ひ、酷い……世の中にこんなに無邪気に行われる冷酷かつ惨たらしい行為があるなんて……いえアリアちゃんは本当に悪気無く思ったこと言っただけなんでしょうけど……
「それにあたし、告白なんかできないよー。振られちゃったらショックで意識不明の重体になっちゃってー、世界すくえないでしょ?」
うひゃひゃ、と笑いながら、アリアちゃんは言う。
「だからそういうのは、もっと高遠くんにふさわしい女の子になってからにするんだぁ。具体的にはもっと性格が大人っぽくなってー、落ち着きが出てー、知能が急上昇してー、ごはんも腹八分目でがまんできるようになってからっ!」
「来世の話?」
「SFじゃね?」
完全に目が据わっている私たちを気にも留めず、アリアちゃんはぱっと私の背中から離れると、「グラス、空になっちゃった。もらってくるね!」と跳ねるような足取りで酒場の中央へと戻っていってしまった。
「……あれは長くかかりそうだわ……」
「め、めんどくせー……」
「んん……」
深刻な顔で頭を抱えていると、さすがに近くで騒がれて目が覚めたのか高遠君がゆっくりと顔をあげた。
「ん……? ああごめん、寝てたのか」
「いや、いいよ、もう休め、現実は残酷なんだから……」
「田野上君なんで泣いてるの……?」
寝起きで激励されて戸惑う高遠君、だけどすぐにきょろきょろとその視線は周囲をさまよい、そして喧騒の中でけたけたと笑い踊る彼女を見つけるとふっと目を細めた。
「ああ、まだ酔ってるのか。楽しそうだなあ」
その横顔があんまりにも健気で可哀想に思えて、私はつい口を挟んでしまう。
「高遠君は、いいの? 生殺しみたいになってるけど……」
私の言葉に少しだけ不思議そうに眉をひそめた後、すぐに合点がいったのかああ、と彼は爽やかに答えた。
「いや……よく思えば考えすぎだったかなって。

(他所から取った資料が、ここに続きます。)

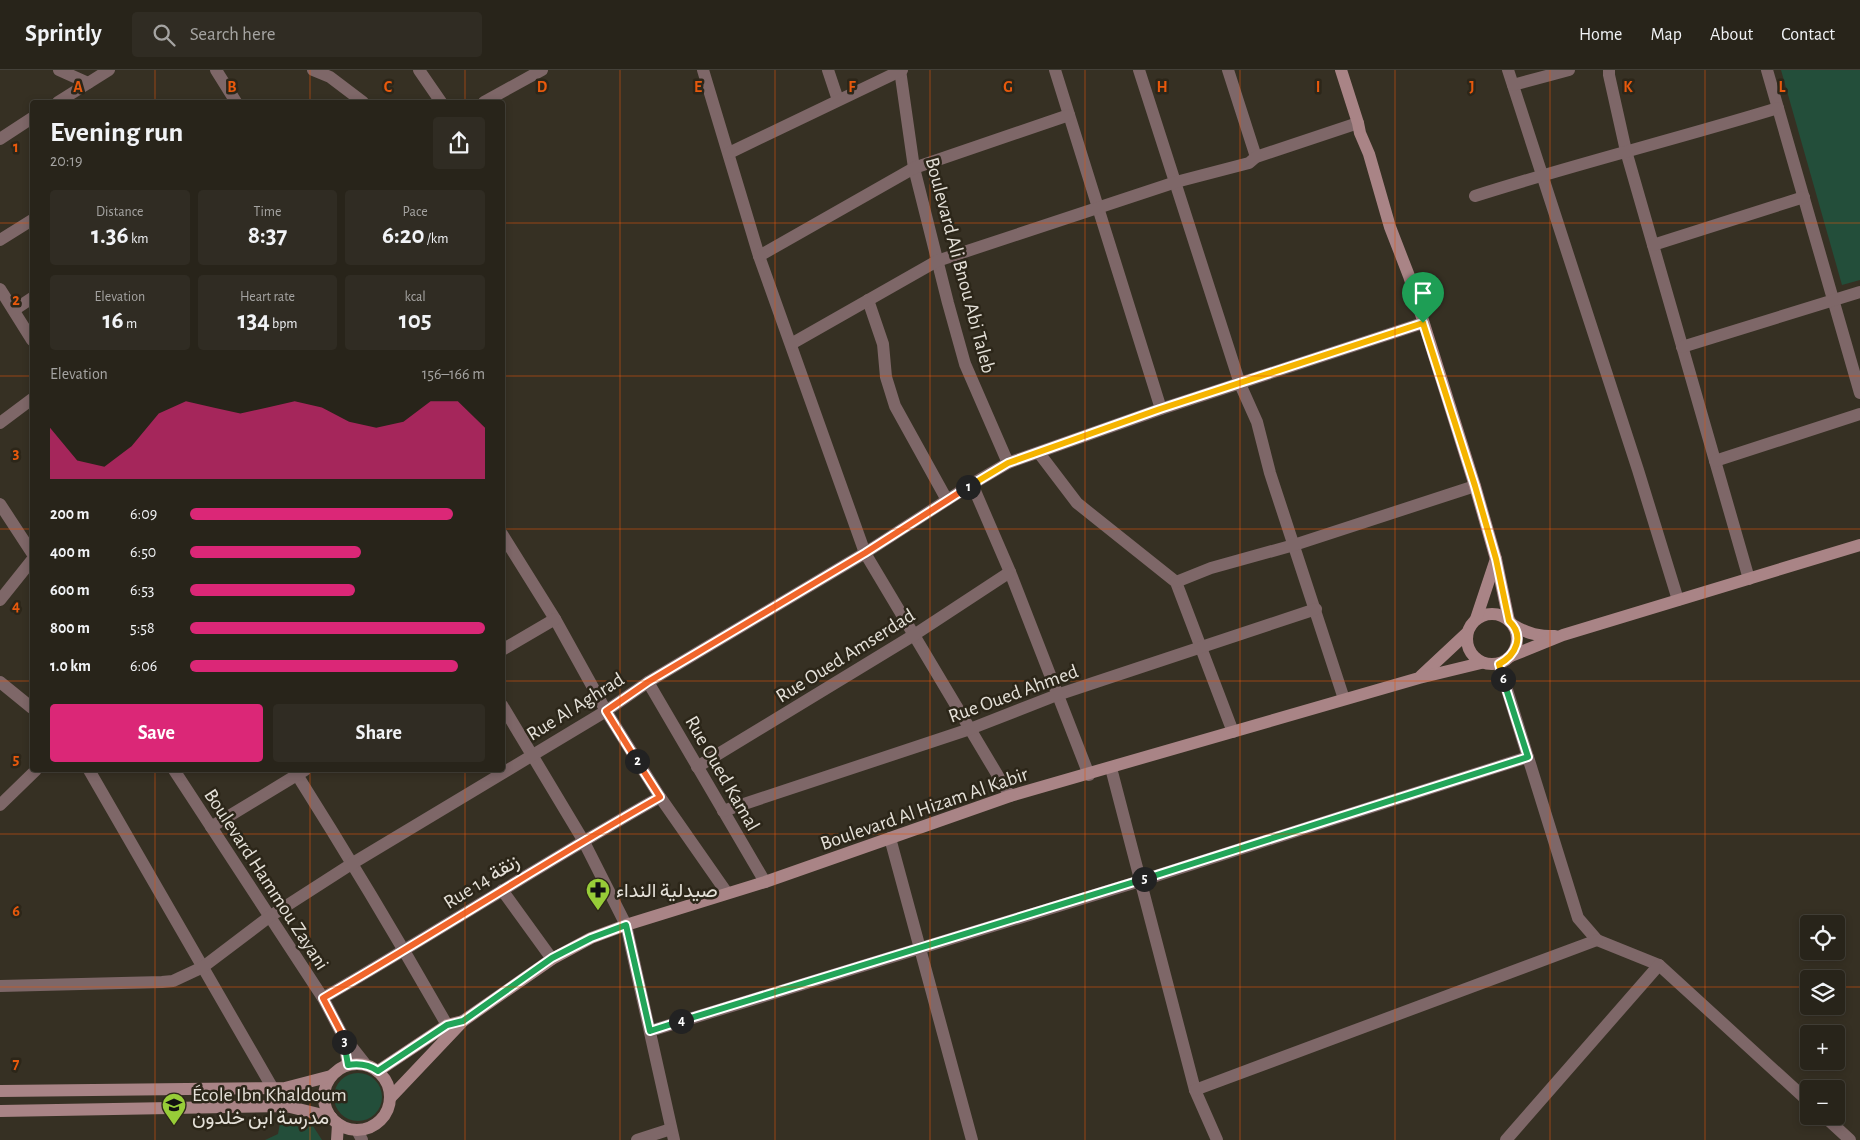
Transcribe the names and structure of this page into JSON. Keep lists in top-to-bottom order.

雨宮さんはいい子だから、きっと博愛主義的意味でああいうことを言ったんじゃないかな? 人類愛的な。だからあんなに普通でいられるんだ、そうに違いないよ、うん」
──あ、頭が良すぎて未来が見えて、今後長く続くだろうジリ貧状態で生じるストレスを軽減させるために心の防衛機制がフル稼働して認識を歪めちゃってる──!?
「なんてこった、こいつはこいつでめんどくせぇ!」
言いながら確実に楽しんでいる太一郎の脚をテーブルの下で蹴る。
「それに……今の僕が雨宮さんに相応しいとも思えないし」
「なんかさっきも聞いたようなこと言い始めたな」
「もうやだわ私聞きたくない……」
震える私たちをよそに高遠君はぐっと拳をにぎると、キラキラのエフェクトが目に見えそうな素敵な笑顔でこう言った。

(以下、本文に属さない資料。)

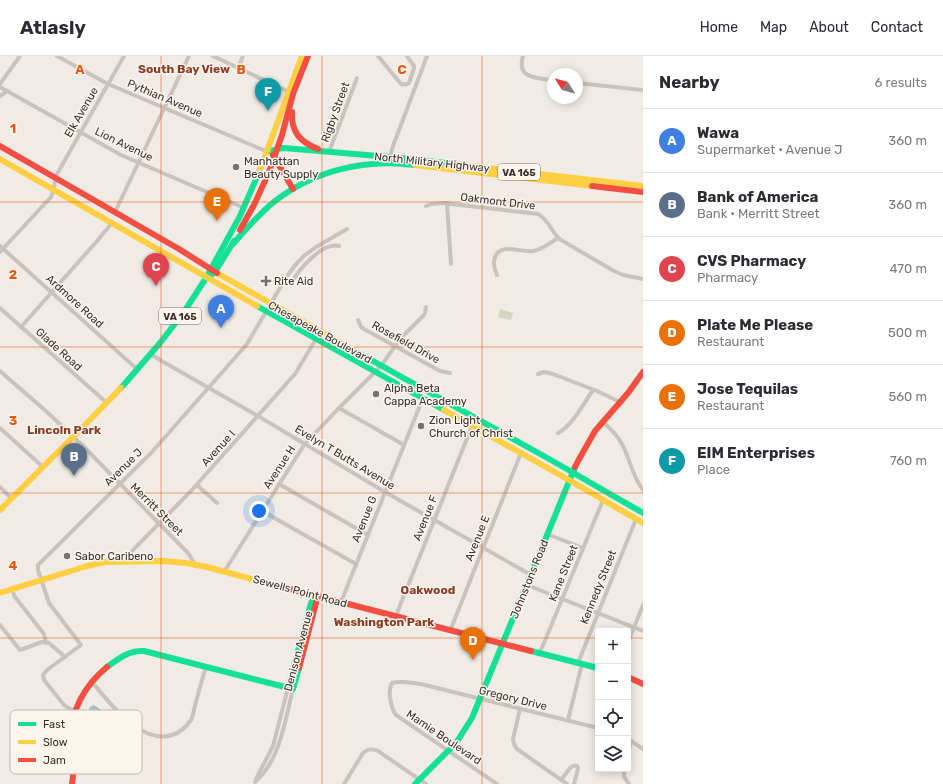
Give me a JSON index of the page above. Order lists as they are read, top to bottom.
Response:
{
  "streets": {
    "main road": [
      "North Military Highway",
      "VA 165",
      "Chesapeake Boulevard",
      "Johnstons Road",
      "Sewells Point Road",
      "Denison Avenue"
    ],
    "street": [
      "Pythian Avenue",
      "Elk Avenue",
      "Rigby Street",
      "Lion Avenue",
      "Oakmont Drive",
      "Ardmore Road",
      "Rosefield Drive",
      "Glade Road",
      "Avenue I",
      "Evelyn T Butts Avenue",
      "Avenue J",
      "Avenue H",
      "Merritt Street",
      "Avenue F",
      "Avenue G",
      "Avenue E",
      "Kane Street",
      "Kennedy Street",
      "Gregory Drive",
      "Mamie Boulevard"
    ]
  },
  "crossings": [
    ["Pythian Avenue", "Elk Avenue"],
    ["Pythian Avenue", "North Military Highway"],
    ["Pythian Avenue", "VA 165"],
    ["Elk Avenue", "Lion Avenue"],
    ["Elk Avenue", "Chesapeake Boulevard"],
    ["Rigby Street", "North Military Highway"],
    ["Lion Avenue", "VA 165"],
    ["North Military Highway", "VA 165"],
    ["VA 165", "Ardmore Road"],
    ["VA 165", "Chesapeake Boulevard"],
    ["VA 165", "Glade Road"],
    ["VA 165", "Evelyn T Butts Avenue"],
    ["VA 165", "Merritt Street"],
    ["Chesapeake Boulevard", "Avenue I"],
    ["Chesapeake Boulevard", "Avenue J"],
    ["Chesapeake Boulevard", "Avenue H"],
    ["Chesapeake Boulevard", "Avenue F"],
    ["Chesapeake Boulevard", "Avenue G"],
    ["Chesapeake Boulevard", "Avenue E"],
    ["Chesapeake Boulevard", "Kane Street"],
    ["Chesapeake Boulevard", "Johnstons Road"],
    ["Chesapeake Boulevard", "Kennedy Street"],
    ["Rosefield Drive", "Avenue H"],
    ["Avenue I", "Evelyn T Butts Avenue"],
    ["Avenue I", "Merritt Street"],
    ["Avenue I", "Sewells Point Road"],
    ["Evelyn T Butts Avenue", "Avenue J"],
    ["Evelyn T Butts Avenue", "Avenue H"],
    ["Evelyn T Butts Avenue", "Avenue F"],
    ["Evelyn T Butts Avenue", "Avenue G"],
    ["Evelyn T Butts Avenue", "Avenue E"],
    ["Evelyn T Butts Avenue", "Johnstons Road"],
    ["Avenue J", "Merritt Street"],
    ["Avenue J", "Sewells Point Road"],
    ["Avenue H", "Sewells Point Road"],
    ["Merritt Street", "Sewells Point Road"],
    ["Avenue F", "Sewells Point Road"],
    ["Avenue G", "Sewells Point Road"],
    ["Avenue E", "Sewells Point Road"],
    ["Kane Street", "Sewells Point Road"],
    ["Johnstons Road", "Sewells Point Road"],
    ["Johnstons Road", "Gregory Drive"],
    ["Johnstons Road", "Mamie Boulevard"],
    ["Kennedy Street", "Sewells Point Road"],
    ["Kennedy Street", "Gregory Drive"],
    ["Sewells Point Road", "Denison Avenue"],
    ["Gregory Drive", "Mamie Boulevard"]
  ],
  "districts": [
    "South Bay View",
    "Lincoln Park",
    "Oakwood",
    "Washington Park"
  ],
  "places": {
    "other": [
      "Manhattan Beauty Supply",
      "Alpha Beta Cappa Academy",
      "Zion Light Church of Christ",
      "Sabor Caribeno"
    ],
    "health": ["Rite Aid"]
  },
  "legend": ["Fast", "Slow", "Jam"],
  "north": "top left",
  "page": {
    "header": "Atlasly",
    "nav": [
      "Home",
      "Map",
      "About",
      "Contact"
    ],
    "heading": ["Nearby", "6 results"],
    "pins": [
      "F",
      "E",
      "C",
      "A",
      "B",
      "D"
    ],
    "list": [
      {
        "mark": "A",
        "name": "Wawa",
        "note": "Supermarket · Avenue J",
        "value": "360 m"
      },
      {
        "mark": "B",
        "name": "Bank of America",
        "note": "Bank · Merritt Street",
        "value": "360 m"
      },
      {
        "mark": "C",
        "name": "CVS Pharmacy",
        "note": "Pharmacy",
        "value": "470 m"
      },
      {
        "mark": "D",
        "name": "Plate Me Please",
        "note": "Restaurant",
        "value": "500 m"
      },
      {
        "mark": "E",
        "name": "Jose Tequilas",
        "note": "Restaurant",
        "value": "560 m"
      },
      {
        "mark": "F",
        "name": "EIM Enterprises",
        "note": "Place",
        "value": "760 m"
      }
    ],
    "map_buttons": ["+", "−"]
  },
  "grid": {
    "columns": ["A", "B", "C"],
    "rows": [
      "1",
      "2",
      "3",
      "4"
    ]
  }
}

「まずはもっとツッコミを鍛えて、雨宮さんのボケに負けないようにしないとね!」
「十年後の話?」
「二十年後の話じゃねぇ?」
だ、だめだこの人たち、誰かが何とかしないと永遠に進展しないわ……
お酒も飲んでないのにくらくらして気持ち悪くなってきていると、太一郎は愉快そうにけらけらと笑う。
「なんでそんなにお気楽なのよ……他人事なの?」
「いや、応援してるけどさ。でもたぶんそろそろあんなお花畑なこと言ってられないような爆弾が落っこちるぜ。そしたら俺たちが何をするでもなく、この二人だって向き合わざるを得なくなるだろ」
爆弾?
恋愛における爆弾……いろいろあるけれど、告白まがいですら跳ね除けたこの二人を動かすほどのものなんてあるのかな。
だけど太一郎のこういう直感は、ムカつくことに昔からかなり精度が高い。
そんなに心配することはないのかも、と杞憂を飲み干すようにグラスの水を傾ける。明日は出発の日だというのに、夜はまだまだ終わりそうになかった。